Quels ont été les moments charnières depuis 1981 ?
La séquence de 1981 à 1991 fut une période de fort investissement et de croissance avec, en 1983, la création de la piscine. En 1987, nous avons ouvert un centre de remise en forme Aquatonic pour lequel j’ avais déposé un brevet d’invention. L’Aquatonic est constitué d’un ensemble de bassins où l’on a pied partout ayant des températures différentes afin de jouer sur la vasoconstriction ou la vasodilation. C’est idéal pour les personnes qui ne souhaitent pas nager, on y propose des ateliers pour les jambes, pour le dos etc.
Cette démarche correspondant à mon côté ingénieur qui essaye de trouver des solutions adaptées à chaque cas de figure : soins pour les jambes avec des jets différenciés afin de créer un effet de pincement, des jets pour le dos, un jacuzzi à température plus élevée. Ces ateliers permettent aux personnes de rester trois quart d’heure dans l’eau, de profiter de la chaleur de l’eau, et des effets de massage. Le bâtiment ancien évoquait l’ histoire mais l’Aquatonic a apporté quelque chose de très innovant, et de très fort, qui a amené une clientèle beaucoup plus jeune.
En 1987, précurseurs, nous avons égale- ment créé un Spa pour compléter l’offre de soins. Nous avons imaginé un univers chaleureux dédié au bien-être et à la beauté composé de bois blond, de pierres, de lumière tamisée, et de musique douce. Nous avons apporté quelque chose d’innovant à travers des forfaits qui associaient des soins de beauté visage (drainage, soins) et corps (modelage, réflexologie) à des soins de thalassothérapie. Dans le même temps, nous avons surélevé le toit de ce bâtiment historique sans hésiter à le modifier en accord avec l’ architecte des bâtiments de France.
Le troisième moment fort fut marqué par la création, en 1990, d’un nouveau bâtiment relié à l’ancien par le Bar de La Passerelle permettant d’agrandir l’hôtel et la thalassothérapie : nouvelles cabines de soin, nouveau restaurant , 85 nouvelles chambres et une résidence de 27 studios pour élargir notre clientèle aux jeunes parents qui venaient avec bébé en cure postnatale.
Vous vous êtes également développé en dehors de la cité corsaire ?
Nous avons repris le golf de Saint-Malo en 1994, et quelques temps après, nous y avons construit un hôtel.

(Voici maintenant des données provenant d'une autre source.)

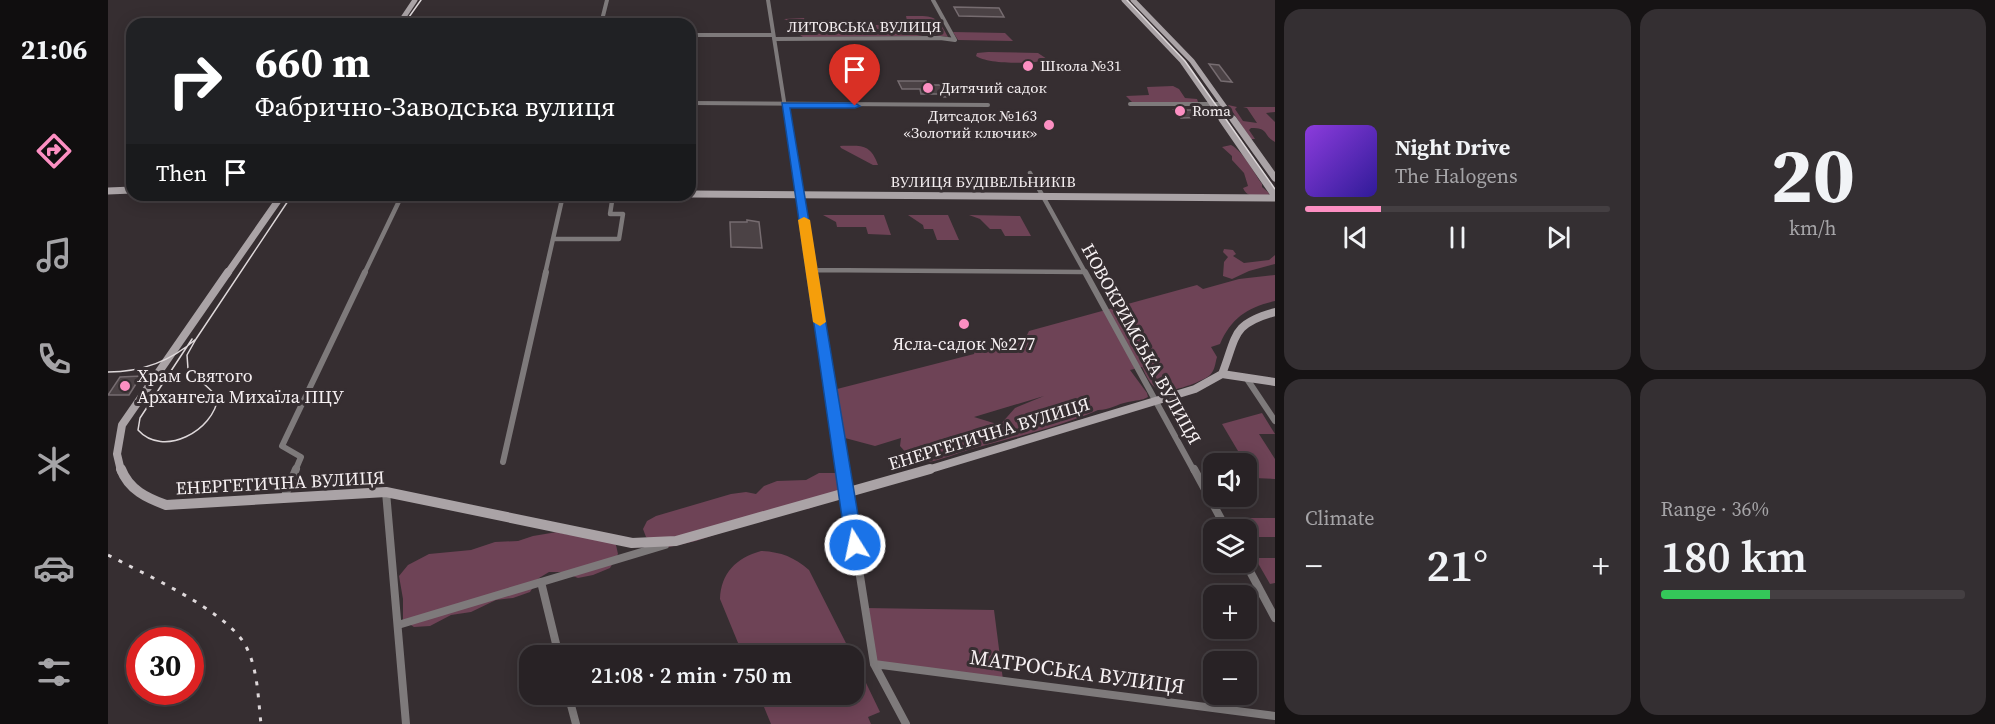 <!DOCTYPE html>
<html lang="en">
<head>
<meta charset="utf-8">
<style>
  :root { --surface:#282225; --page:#342f32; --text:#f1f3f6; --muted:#a5a4a7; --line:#443f42; --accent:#fc8fc2 }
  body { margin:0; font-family:"Source Serif 4",serif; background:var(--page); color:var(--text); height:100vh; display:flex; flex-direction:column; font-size:22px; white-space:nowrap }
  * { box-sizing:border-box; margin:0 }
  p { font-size:20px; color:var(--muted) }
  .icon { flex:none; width:33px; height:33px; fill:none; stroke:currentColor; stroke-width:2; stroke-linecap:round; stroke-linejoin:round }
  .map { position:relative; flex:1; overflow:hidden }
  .side { display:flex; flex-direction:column; gap:9px; padding:9px; background:#161314; width:720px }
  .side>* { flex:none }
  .banner { position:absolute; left:18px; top:18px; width:570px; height:183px; border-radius:18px; box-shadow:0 3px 15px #0003,0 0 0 2px var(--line); background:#202124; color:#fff; overflow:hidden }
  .controls { position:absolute; left:1095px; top:453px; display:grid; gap:12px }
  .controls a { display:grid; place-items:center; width:54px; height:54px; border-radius:12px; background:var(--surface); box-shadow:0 3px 15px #0003,0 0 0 2px var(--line); font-size:30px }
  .speed { position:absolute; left:18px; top:627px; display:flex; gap:12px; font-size:30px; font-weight:700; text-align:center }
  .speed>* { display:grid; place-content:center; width:78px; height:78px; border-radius:50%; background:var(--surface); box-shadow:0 3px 15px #0003,0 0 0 2px var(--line); line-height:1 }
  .speed .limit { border:9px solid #d22; background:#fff; color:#111 }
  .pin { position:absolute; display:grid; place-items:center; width:51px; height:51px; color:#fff; margin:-62px -26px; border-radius:50% 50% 50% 0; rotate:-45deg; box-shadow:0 0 6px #0007 }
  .pin .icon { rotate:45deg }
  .me { position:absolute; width:66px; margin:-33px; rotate:350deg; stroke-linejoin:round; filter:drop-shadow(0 0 4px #0008) }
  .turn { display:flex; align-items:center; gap:21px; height:126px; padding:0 30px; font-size:27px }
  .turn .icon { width:78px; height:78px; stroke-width:2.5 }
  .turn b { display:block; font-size:42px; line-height:51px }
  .then { display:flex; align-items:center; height:57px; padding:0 30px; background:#0003; gap:12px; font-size:22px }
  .big { font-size:45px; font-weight:600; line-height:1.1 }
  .side .widget { flex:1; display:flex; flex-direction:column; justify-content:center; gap:9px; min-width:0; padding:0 21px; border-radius:18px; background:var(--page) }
  .side .dial { align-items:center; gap:0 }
  .dial b { font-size:78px; line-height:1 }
  .song { display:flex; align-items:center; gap:18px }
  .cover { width:72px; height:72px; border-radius:9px; background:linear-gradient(135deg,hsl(270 70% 55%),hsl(250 70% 35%)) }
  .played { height:6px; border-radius:3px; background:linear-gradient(90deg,var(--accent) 25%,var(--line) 25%) }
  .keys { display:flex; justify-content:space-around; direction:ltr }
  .heat { display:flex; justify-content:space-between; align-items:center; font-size:33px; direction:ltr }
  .charge { height:9px; border-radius:4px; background:linear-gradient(90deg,#34c759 36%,var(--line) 0) }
  .side .tiles { flex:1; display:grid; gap:9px; grid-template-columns:repeat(2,1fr) }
  .trip { position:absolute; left:411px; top:645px; width:345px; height:60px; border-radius:18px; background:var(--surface); box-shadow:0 3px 15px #0003,0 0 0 2px var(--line); font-weight:600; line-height:60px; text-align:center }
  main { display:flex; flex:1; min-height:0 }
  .menu { display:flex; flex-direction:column; width:108px; justify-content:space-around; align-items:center; background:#100e0f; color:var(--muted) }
  .menu .icon { width:42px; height:42px }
  .menu .active { color:var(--accent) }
  .menu b { font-size:27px; color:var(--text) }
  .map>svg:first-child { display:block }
</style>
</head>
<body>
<main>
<nav class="menu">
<b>21:06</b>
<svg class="icon active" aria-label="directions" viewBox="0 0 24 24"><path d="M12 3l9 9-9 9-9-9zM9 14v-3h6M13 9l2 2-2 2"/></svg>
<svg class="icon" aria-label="music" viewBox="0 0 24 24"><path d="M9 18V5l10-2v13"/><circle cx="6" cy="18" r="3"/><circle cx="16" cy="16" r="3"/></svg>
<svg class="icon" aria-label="phone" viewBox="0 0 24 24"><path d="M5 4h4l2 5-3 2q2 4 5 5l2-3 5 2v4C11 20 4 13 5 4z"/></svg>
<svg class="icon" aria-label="climate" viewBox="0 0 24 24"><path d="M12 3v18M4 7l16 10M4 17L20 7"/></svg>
<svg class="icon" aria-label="car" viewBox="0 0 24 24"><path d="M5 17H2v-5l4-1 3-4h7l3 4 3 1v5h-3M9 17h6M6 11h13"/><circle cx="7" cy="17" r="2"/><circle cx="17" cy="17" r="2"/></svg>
<svg class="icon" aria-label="filters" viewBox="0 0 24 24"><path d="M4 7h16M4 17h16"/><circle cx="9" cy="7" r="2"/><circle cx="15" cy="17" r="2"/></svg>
</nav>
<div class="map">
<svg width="1167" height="724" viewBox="0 0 1167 724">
  <rect width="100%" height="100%" fill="#362e31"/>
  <!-- green -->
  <path fill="#6e4356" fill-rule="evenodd" d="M798,16c28,0 30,-2 42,21l-31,-5 -13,1 19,3 -120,1 -3,-2 7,-6 -23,-10 20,-1 3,7h74l-1,-5 27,1z
    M845,32l52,1 8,8 -55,-1z
    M880,52l50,1 9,6c-11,6 -61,5 -71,-3l1,-3z
    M1065,86l6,3 6,9 12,1 1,3 -65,1 -7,-7 23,-1 -2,-8z
    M1120,105l9,2 -2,2 8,12 14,2 -10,-15 -4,-1h32v5l-9,1 9,9v20c-13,-7 -5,-14 -24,-14l-2,2 6,9h-4z
    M1123,145c12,6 23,28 31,39v3l7,6 -1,4c-10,0 -21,1 -25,-9l5,-2 -4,-13 -12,-13v-4l-10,-9z
    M732,146c21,0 30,-3 38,19h-5l-32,-17z
    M715,215h61l7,20 -23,-1 -2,-7h-29l-1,-5z
    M800,215h40l11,25h-22l-4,-11h-9l-1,-4z
    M861,215l51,1 11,20h-26l-4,-7h-11l-10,-10z
    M1116,249l9,1 3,4 -3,2 11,7 25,-3 6,-5v9l-26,7 -17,8 -9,-3 1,-14 4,-5 -5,-5z
    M1167,275v26c-27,6 -44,17 -55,43l-9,3 6,10c-2,7 -2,13 -7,18 -8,7 -41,19 -51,15 -9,-4 -13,-15 -17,-23l-12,3 17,23 1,4c-7,4 -12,3 -20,5 -11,2 -18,8 -30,8 -39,17 -82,27 -123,38 -13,3 -37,14 -49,14 -12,1 -19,-8 -26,-16l1,-8 -26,8 -30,-8 -8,-49 137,-35 1,-3 51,-14 3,-6 168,-46 6,4 36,-10zM936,396l-29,12 -15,17 -26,-8z
    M1154,413l13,21h-16l16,25v20l-21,-1 -32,-54z
    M711,473h16l7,6 1,10 -14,12 -21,8 -18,1 -94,31 -31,7 -19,-11 -3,-8 4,-8 9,-5 75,-22 15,-2 10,2 8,-8 13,-5 29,-1z
    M1128,518h39v19h-28l-1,-7 -3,-1z
    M484,531l14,4 10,10 2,9 -8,14 -17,7 -15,3 -15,-6h-14l-10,6 -9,14 -17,6 -17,2 -25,12 -20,3 -21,11 -16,1 -11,-7v-21l-4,-23 9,-11 21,-11 42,-4 24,-8 23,-1 15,-5 24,-4 12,3z
    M653,551c20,1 33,6 48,19l43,85h-109l-23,-56c1,-26 16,-41 41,-48z
    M1147,558h20v25l-5,1z
    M757,608l129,2 9,70 -129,-16z
    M746,658l26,54 -12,5 3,7h-100l-12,-29 95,-1z"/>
  <!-- building -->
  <path fill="#4b4245" stroke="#766c70" stroke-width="1.5" d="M846,7l45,1 5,9 -45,-1z
    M1101,64l10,1 13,17 -11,-1z
    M790,81h28l2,4h17l6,12h-10l-1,-3h-19l-1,-5h-18z
    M1066,110h31l6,7 -30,1z
    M639,220l12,2 3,26 -31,-1 -1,-25h17z
    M33,376l-12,19h-21l12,-18z"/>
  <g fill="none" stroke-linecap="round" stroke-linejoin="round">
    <!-- street-far3 -->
    <path stroke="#7e7a7b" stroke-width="4" d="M660,0l19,120
      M825,0l22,40
      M493,24l6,-24
      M582,35h83
      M666,39l166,-1 15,2
      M582,103l298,2
      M1022,104h92"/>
    <!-- street-far2 -->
    <path stroke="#7e7a7b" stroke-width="4.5" d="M679,119l25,155
      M922,173l56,101
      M445,239h66l4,-25h-13l3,-19
      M704,270l272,2
      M256,274l38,-79
      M437,274l18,-79"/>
    <!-- street-far1 -->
    <path stroke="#7e7a7b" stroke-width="6" d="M703,272l32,199
      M977,272l109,199
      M1139,379l28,42
      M395,462l43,-190
      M187,471l6,-14 -19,-11 83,-174"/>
    <!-- street -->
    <path stroke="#7e7a7b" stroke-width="8" d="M735,469l31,195 32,60
      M1086,469l33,61
      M278,492l20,232
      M176,498l12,-29
      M1137,562l30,56
      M433,582l18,74
      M290,625l267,-80
      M766,664l401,52
      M460,694l8,30"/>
    <!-- secondary-far3 -->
    <path stroke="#aaa3a6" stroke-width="5" d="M1016,0l58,61 41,59
      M1025,0l59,61 42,59
      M291,24l16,-24"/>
    <!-- secondary-far2 -->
    <path stroke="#aaa3a6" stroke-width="7" d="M1114,119l53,77
      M1125,119l42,59
      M0,191l24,-1
      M582,194l585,4
      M119,274l55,-79"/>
    <!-- secondary-far1 -->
    <path stroke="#aaa3a6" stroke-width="8" d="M1114,374l53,8
      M13,471l-4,-17 5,-29 106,-153
      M816,471l271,-82 27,-15c15,-38 9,-50 53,-62"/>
    <!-- secondary -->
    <path stroke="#aaa3a6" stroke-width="10" d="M13,469c8,21 26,29 45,36l220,-13 246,51 44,-2 254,-72"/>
    <!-- tram -->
    <path stroke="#ded8da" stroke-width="1.5" d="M1019,0l58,61 90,128
      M296,24l17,-24
      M84,339l-52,79 -2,12c25,28 76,1 80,-33l-30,-28 -1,-14 9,-16
      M0,372c34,0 62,-10 88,-33l96,-144"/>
    <!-- rail -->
    <path stroke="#ded8da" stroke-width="3" stroke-dasharray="4 8" stroke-linecap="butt" d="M0,555c36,19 115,54 136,88 14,23 14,55 17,81"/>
  </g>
  <!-- route -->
  <path fill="#1a73e8" stroke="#114b97" stroke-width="1.5" d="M674,103h73l5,3 -5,2h-65l73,437 -2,5 -6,2 -6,-2 -3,-5z"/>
  <!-- slow -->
  <path fill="#f59e0b" d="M696,217l6,3 16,102 -6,4 -7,-4 -15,-102z"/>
  <!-- markers -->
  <g fill="#fc8fc2" stroke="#362e31" stroke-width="2">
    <circle cx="920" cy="66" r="6"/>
    <circle cx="820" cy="88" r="6"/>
    <circle cx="1072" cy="111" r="6"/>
    <circle cx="941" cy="125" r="6"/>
    <circle cx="856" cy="324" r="6"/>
    <circle cx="17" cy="386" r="6"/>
  </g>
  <g text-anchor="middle" stroke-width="6" stroke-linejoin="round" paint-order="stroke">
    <!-- far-street labels -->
    <g font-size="15" fill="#f6f0f2" stroke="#362e31">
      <text x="756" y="32">ЛИТОВСЬКА ВУЛИЦЯ</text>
      <text x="875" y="187">ВУЛИЦЯ БУДІВЕЛЬНИКІВ</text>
    </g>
    <!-- far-poi labels -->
    <g font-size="15" fill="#f6f0f2" stroke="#362e31" text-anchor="start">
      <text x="932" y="71">Школа №31</text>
      <text x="832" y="93">Дитячий садок</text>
      <text x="1084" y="116">Roma</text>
      <text x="929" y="121" text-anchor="end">Дитсадок №163<tspan x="929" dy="17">«Золотий ключик»</tspan></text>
    </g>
    <!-- poi labels -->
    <g font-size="18" fill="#f6f0f2" stroke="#362e31">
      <text x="856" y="350">Ясла-садок №277</text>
      <text x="29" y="382" text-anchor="start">Храм Святого<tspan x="29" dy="21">Архангела Михаїла ПЦУ</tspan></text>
    </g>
    <!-- street labels -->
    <g font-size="18" fill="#f6f0f2" stroke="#362e31">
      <text transform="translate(1033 344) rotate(61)" y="6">НОВОКРИМСЬКА ВУЛИЦЯ</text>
      <text transform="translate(881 434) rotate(-17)" y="6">ЕНЕРГЕТИЧНА ВУЛИЦЯ</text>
      <text transform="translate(172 483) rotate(-3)" y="6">ЕНЕРГЕТИЧНА ВУЛИЦЯ</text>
    </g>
    <!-- near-street labels -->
    <g font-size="21" fill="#f6f0f2" stroke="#362e31">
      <text transform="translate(969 672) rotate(8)" y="7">МАТРОСЬКА ВУЛИЦЯ</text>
    </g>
  </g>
</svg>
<div class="controls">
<a><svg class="icon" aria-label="sound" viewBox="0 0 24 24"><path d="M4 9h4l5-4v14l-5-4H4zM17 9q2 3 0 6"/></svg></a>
<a><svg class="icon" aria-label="layers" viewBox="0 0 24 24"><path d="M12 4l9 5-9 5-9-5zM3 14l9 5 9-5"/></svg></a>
<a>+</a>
<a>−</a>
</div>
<div class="speed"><div class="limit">30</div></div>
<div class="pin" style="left:747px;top:106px;background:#d93025"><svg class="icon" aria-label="arrive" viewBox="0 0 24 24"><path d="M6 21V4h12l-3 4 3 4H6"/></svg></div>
<svg class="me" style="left:747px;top:545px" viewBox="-20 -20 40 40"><circle r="17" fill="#1a73e8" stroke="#fff" stroke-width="3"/><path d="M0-11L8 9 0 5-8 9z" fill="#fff"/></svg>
<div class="trip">21:08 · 2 min · 750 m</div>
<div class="banner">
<div class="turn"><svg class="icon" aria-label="right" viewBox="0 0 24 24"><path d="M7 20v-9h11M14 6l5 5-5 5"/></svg><div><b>660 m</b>Фабрично-Заводська вулиця</div></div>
<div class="then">Then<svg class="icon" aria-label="arrive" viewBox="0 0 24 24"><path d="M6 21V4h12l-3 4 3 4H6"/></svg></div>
</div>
</div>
<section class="side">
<div class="tiles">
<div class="widget">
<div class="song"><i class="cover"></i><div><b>Night Drive</b><p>The Halogens</p></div></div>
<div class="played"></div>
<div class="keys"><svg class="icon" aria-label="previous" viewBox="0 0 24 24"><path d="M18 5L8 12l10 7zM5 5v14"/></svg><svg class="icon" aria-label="pause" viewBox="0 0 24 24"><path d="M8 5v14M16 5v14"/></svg><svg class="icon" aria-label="next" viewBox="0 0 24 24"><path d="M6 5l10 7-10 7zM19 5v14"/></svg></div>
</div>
<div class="widget dial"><b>20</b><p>km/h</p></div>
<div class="widget"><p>Climate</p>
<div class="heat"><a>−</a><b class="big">21°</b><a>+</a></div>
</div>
<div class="widget"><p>Range · 36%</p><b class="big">180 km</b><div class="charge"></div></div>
</div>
</section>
</main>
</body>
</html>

Nous avons également ouvert un second Aquatonic dans un centre de remise en forme en zone urbaine à Rennes avec la volonté de nous différencier des salles de gym cardio-training en ville et d’apporter une dimension aquatique et spa. Aujourd’hui, le groupe possède un Aquatonic à Rennes, Nantes et Paris Val d’Europe. Ce sont des unités d’environ 2000 m2 avec en général deux bassins, 10 à 15 cabines de Spa et des équipes de 40 personnes.
Quelle importance accordez-vous au fait de rester un groupe indépendant ?
Nous n’aurions pas nécessairement la même vision si nous étions en Bourse. Lorsque l’on a des actionnaires extérieurs qui pèsent un certain poids, et qui ont investi des capitaux, il est assez normal de les rémunérer. Mais les intérêts ou les dividendes qui sortent sont autant de capacité de financement en moins pour l’entreprise.
Comment avez-vous réussi à faire des Thermes Marins de Saint-Malo le leader français de la thalassothérapie ?
Dans le métier de la thalassothérapie, il faut innover et proposer des méthodologies de soins que l’on ne retrouve pas chez les autres. Ainsi, notre enveloppement d’algue appelé Biocéalgue est très différent de ceux des autres centres : allongé sur un lit de soin chauffant, le client se voit appliqué une crème d’algue laminaires chaude, la plus concentrée du marché ; en fin de soin, le rinçage se fait à l’eau de mer chaude sans bouger du lit de soin dans des manœuvres drainantes ; le soin est ainsi plus long et plus complet.
Nous avons été les premiers à proposer des modelages sous Affusion (modelage général du corps, sous une fine pluie d’eau de mer chaude réalisé par une hydrothérapeute, Ndlr). Nous allons jusqu’à développer la rampe d’affusion en interne par nos équipes techniques dans un souci d’optimisation des bénéfices du soin et du confort du client.
Enfin, nous avons très tôt compris que le contrôle du poids et /ou la perte de poids étaient des composantes essentielles du bien vivre et nous avons intégré la diététique dans nos offres avec un restaurant dédié et le talent de nos chefs en collaboration avec notre nutritionniste pour proposer des plats équilibrés, contrôlés en calorie mais toujours délicieux.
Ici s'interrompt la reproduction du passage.